Data for this exercise
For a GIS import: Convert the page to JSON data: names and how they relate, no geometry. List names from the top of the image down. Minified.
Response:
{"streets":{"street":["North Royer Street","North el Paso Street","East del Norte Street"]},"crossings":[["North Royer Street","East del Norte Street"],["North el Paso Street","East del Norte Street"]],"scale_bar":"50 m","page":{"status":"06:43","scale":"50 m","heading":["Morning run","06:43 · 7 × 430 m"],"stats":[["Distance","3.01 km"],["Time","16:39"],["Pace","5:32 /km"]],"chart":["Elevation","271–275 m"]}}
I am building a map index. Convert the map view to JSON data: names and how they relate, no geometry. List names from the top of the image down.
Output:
--
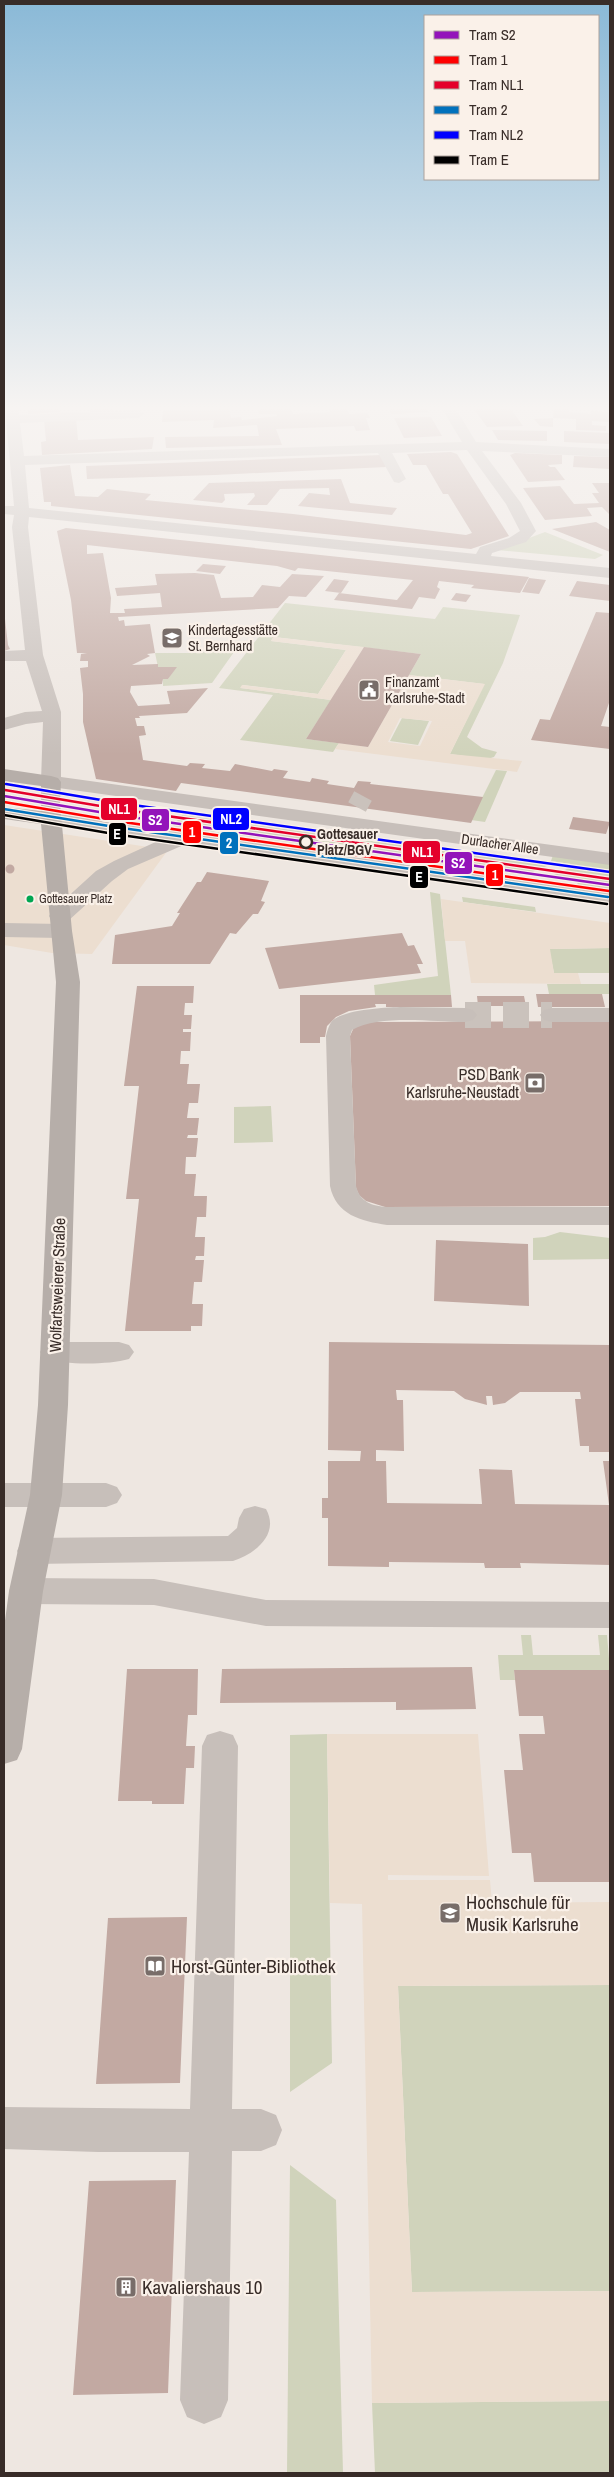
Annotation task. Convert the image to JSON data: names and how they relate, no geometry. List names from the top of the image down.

Exercise details
Each line of the data that includes "down" should be copied.

Solution to this task
For a GIS import: Convert the page to JSON data: names and how they relate, no geometry. List names from the top of the image down. Minified.
I am building a map index. Convert the map view to JSON data: names and how they relate, no geometry. List names from the top of the image down.
Annotation task. Convert the image to JSON data: names and how they relate, no geometry. List names from the top of the image down.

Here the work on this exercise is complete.